Whole Volumes: Quality of Vision In the Work of Sadoff, Bursk, and Hoffmann

Peter Harris

Most readers encounter poetry, when they encounter it at all, almost by accident, as a column with a ragged right flank that intrudes into the more resolved march of prose in, for example, The New Yorker or The Atlantic. Fortunately, literary journals and little magazines afford poetry an arena of its own. And sometimes, as in the VQR, we may find an author represented by a cluster of poems, which gives us a better chance to intuit some sense of the poet's overall sensibility. But no selection can really substitute for an entire volume of poems by an author in self-conscious charge of his or her vocation. While not every poem will be equally compelling, the best collections give readers the chance "to make progress," as Frost puts it, "by circulation." The shrapnel of deconstruction notwithstanding, one of the chief aesthetic pleasures of a new collection of poems will continue to be the opportunity it grants to experience, to imagine, the tacit wholeness of a sensibility percolating through its apparently discrete forms.
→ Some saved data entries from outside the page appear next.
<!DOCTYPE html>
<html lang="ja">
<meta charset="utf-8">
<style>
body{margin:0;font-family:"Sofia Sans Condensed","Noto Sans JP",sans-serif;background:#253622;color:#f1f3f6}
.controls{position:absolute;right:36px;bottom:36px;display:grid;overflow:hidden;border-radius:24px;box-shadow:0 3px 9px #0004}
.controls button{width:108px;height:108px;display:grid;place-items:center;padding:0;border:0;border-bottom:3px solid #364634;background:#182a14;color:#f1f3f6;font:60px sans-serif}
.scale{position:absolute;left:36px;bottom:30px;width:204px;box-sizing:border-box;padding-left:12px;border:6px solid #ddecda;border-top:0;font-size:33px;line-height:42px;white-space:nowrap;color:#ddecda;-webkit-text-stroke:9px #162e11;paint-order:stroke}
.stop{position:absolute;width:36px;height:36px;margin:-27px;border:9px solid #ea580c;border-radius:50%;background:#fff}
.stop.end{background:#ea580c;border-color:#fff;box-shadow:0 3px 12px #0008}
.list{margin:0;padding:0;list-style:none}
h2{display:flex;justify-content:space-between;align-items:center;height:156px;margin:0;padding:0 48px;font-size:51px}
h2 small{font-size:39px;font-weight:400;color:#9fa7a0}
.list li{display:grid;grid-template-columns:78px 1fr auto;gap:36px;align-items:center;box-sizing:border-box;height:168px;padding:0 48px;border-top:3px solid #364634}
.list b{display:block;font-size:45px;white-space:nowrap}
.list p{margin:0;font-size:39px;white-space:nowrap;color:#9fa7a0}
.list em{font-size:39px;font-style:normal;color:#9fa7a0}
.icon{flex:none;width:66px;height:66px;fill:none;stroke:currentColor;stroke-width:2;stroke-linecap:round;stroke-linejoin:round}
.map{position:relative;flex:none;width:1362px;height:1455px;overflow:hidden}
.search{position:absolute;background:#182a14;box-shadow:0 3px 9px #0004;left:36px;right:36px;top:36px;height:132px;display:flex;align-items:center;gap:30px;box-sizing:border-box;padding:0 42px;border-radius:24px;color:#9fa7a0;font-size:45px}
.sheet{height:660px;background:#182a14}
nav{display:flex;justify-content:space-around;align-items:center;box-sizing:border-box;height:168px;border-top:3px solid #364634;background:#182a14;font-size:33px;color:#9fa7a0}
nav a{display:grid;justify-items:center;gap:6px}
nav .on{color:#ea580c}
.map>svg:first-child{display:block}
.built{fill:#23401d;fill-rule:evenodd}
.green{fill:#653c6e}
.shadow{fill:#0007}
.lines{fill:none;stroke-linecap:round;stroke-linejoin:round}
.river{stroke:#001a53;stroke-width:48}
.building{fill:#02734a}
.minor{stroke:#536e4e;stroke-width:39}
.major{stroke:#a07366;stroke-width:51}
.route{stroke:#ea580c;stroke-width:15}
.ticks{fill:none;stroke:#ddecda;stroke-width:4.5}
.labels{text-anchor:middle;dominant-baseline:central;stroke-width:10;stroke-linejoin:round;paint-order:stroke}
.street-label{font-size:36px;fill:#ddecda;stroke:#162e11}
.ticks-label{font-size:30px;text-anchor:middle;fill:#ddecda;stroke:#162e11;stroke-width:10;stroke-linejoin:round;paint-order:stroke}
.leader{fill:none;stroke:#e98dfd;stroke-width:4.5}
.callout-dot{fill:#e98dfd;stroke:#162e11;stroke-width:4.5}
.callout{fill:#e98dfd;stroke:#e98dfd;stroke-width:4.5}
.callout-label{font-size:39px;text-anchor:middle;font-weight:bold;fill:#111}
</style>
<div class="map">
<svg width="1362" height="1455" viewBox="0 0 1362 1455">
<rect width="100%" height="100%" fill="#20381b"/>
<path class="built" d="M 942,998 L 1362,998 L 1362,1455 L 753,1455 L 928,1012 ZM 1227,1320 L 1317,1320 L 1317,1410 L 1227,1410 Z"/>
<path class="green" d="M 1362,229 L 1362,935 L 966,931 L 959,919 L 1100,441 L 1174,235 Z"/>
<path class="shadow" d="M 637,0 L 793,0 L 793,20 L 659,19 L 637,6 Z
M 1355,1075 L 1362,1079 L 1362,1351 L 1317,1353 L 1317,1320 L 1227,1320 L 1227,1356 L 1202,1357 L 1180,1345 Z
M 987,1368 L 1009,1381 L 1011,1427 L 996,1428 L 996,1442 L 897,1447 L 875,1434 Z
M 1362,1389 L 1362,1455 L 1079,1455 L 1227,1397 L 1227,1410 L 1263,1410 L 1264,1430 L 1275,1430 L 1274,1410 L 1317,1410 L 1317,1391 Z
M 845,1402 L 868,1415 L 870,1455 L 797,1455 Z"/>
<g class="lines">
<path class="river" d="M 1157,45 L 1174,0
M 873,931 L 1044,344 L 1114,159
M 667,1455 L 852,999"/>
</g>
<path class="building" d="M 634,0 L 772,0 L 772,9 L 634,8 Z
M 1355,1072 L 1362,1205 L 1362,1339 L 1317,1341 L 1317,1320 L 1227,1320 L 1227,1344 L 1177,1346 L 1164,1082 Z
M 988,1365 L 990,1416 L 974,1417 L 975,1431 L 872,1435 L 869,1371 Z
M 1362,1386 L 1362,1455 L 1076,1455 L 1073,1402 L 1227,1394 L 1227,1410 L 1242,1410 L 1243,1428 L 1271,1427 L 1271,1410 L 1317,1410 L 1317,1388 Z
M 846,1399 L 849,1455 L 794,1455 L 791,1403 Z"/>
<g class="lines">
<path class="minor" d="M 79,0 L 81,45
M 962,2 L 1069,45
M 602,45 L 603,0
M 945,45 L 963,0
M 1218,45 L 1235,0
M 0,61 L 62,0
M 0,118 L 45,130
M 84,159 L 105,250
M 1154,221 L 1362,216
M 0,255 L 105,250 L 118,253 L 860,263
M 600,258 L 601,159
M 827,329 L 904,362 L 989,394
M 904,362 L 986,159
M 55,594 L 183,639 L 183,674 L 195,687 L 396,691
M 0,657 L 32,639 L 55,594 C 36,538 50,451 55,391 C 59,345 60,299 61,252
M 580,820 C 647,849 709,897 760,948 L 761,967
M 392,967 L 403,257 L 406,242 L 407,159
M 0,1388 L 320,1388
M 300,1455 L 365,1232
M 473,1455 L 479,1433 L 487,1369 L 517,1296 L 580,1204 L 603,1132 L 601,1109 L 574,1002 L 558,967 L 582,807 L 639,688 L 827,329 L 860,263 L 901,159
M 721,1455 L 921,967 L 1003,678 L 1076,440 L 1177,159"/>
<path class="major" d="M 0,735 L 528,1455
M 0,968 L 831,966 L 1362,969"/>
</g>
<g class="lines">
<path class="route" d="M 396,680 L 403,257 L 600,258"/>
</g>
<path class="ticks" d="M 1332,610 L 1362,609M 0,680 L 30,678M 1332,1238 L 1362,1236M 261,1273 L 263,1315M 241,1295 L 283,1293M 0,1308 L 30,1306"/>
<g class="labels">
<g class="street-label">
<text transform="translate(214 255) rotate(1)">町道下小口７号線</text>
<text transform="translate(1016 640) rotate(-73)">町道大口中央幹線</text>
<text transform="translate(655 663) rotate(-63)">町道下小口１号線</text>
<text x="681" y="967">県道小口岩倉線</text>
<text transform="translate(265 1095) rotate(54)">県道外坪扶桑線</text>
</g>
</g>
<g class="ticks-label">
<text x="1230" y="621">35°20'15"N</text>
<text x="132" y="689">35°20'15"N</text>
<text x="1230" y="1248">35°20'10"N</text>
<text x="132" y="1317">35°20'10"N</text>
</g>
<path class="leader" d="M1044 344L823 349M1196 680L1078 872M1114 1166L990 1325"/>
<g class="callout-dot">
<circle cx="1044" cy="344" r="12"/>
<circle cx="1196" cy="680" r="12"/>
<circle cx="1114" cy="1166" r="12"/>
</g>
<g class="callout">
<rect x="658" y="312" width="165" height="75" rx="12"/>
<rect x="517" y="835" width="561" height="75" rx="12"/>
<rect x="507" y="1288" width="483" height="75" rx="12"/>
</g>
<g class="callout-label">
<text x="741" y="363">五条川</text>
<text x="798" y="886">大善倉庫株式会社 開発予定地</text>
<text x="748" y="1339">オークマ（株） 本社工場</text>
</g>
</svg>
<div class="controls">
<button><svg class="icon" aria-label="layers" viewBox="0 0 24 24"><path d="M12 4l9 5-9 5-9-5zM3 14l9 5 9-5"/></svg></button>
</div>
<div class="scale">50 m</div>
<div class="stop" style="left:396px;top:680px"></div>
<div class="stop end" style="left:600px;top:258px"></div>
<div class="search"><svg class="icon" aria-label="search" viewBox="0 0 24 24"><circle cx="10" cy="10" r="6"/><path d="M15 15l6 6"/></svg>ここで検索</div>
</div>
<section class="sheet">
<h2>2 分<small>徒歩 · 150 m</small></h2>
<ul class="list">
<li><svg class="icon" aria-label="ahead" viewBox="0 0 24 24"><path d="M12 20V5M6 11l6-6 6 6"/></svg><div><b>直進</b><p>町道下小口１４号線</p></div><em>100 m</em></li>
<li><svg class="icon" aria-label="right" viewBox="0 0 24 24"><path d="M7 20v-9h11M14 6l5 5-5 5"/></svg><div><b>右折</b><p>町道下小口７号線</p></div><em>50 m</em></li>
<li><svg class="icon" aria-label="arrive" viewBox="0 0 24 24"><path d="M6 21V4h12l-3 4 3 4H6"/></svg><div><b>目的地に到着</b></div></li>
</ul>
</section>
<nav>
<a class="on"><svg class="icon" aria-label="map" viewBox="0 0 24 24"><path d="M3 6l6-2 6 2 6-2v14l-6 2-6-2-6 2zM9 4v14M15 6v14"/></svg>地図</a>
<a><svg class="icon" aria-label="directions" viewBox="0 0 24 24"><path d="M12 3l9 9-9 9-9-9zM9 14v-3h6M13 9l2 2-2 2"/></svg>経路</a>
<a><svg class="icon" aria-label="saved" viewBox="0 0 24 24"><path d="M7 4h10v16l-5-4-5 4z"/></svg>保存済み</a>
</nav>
Of course, since poetry is not mathematics, that unity is always putative and never complete; and, in less accomplished work, it may be superficial or absent entirely. Anyone who reads a generous sampling of the year's poetry will be rewarded with potent evidence that, even in an increasingly discontinuous universe, the centripetal energy of the analogical imagination remains an authentic countervailing force. But, at the same time, that reader will also be struck by how much verse merely mimes the fragmented quotidian. In most collections, too many poems simply do not seem inevitable. The works now under consideration comprise a few of the exceptions: they have palpably been driven into form by central urgencies of the poet's being, galvanized by a sense of vocation that amounts to vision.